#### TASK ITEM:
Would you copy each line of the records that includes the word "JSON"?

#### SUPPLIED MATERIAL:
Segment Open

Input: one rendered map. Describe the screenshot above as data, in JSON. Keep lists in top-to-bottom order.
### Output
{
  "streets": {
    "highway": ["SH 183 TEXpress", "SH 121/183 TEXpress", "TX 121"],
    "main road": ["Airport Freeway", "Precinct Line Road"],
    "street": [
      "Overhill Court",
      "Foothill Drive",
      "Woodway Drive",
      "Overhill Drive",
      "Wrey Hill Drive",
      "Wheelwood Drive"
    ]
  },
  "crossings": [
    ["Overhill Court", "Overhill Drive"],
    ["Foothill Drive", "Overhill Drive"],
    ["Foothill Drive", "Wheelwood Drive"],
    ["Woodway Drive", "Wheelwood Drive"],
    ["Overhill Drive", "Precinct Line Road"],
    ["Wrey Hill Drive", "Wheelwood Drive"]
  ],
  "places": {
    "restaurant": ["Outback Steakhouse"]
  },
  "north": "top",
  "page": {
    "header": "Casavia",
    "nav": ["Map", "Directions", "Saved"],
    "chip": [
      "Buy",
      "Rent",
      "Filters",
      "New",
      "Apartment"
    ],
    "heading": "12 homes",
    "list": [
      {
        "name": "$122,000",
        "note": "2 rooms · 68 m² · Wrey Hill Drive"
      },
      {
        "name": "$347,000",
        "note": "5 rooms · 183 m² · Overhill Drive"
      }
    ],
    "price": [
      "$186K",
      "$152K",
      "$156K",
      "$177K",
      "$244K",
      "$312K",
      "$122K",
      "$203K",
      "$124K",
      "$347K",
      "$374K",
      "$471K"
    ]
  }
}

Segment Closed
Segment Open

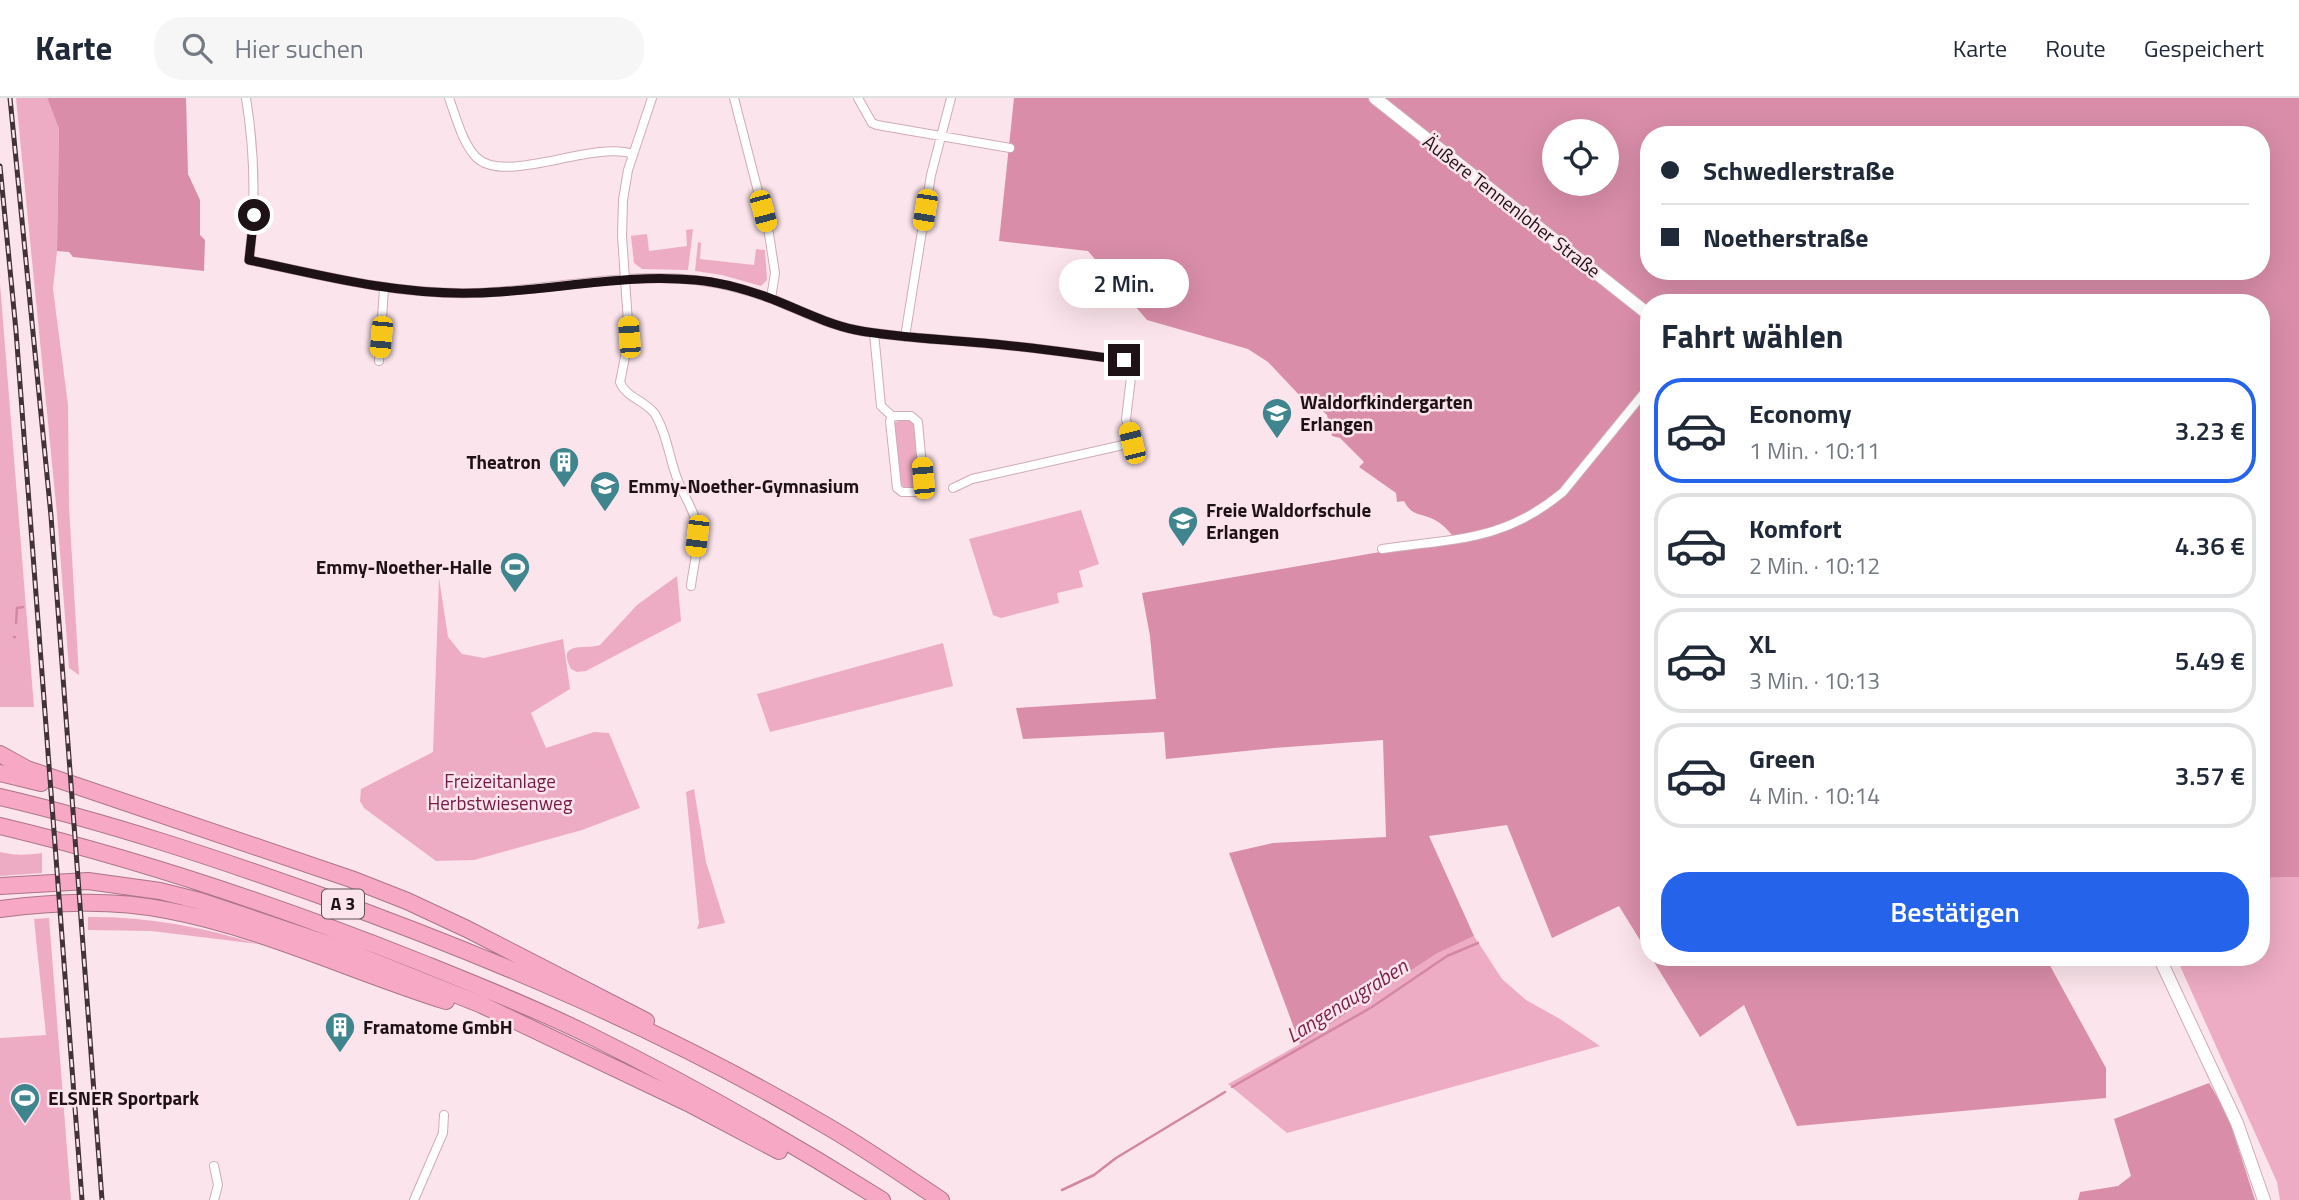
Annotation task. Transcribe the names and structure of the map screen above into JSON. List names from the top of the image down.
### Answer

Segment Closed

#### ANSWER SPACE:
Input: one rendered map. Describe the screenshot above as data, in JSON. Keep lists in top-to-bottom order.
Annotation task. Transcribe the names and structure of the map screen above into JSON. List names from the top of the image down.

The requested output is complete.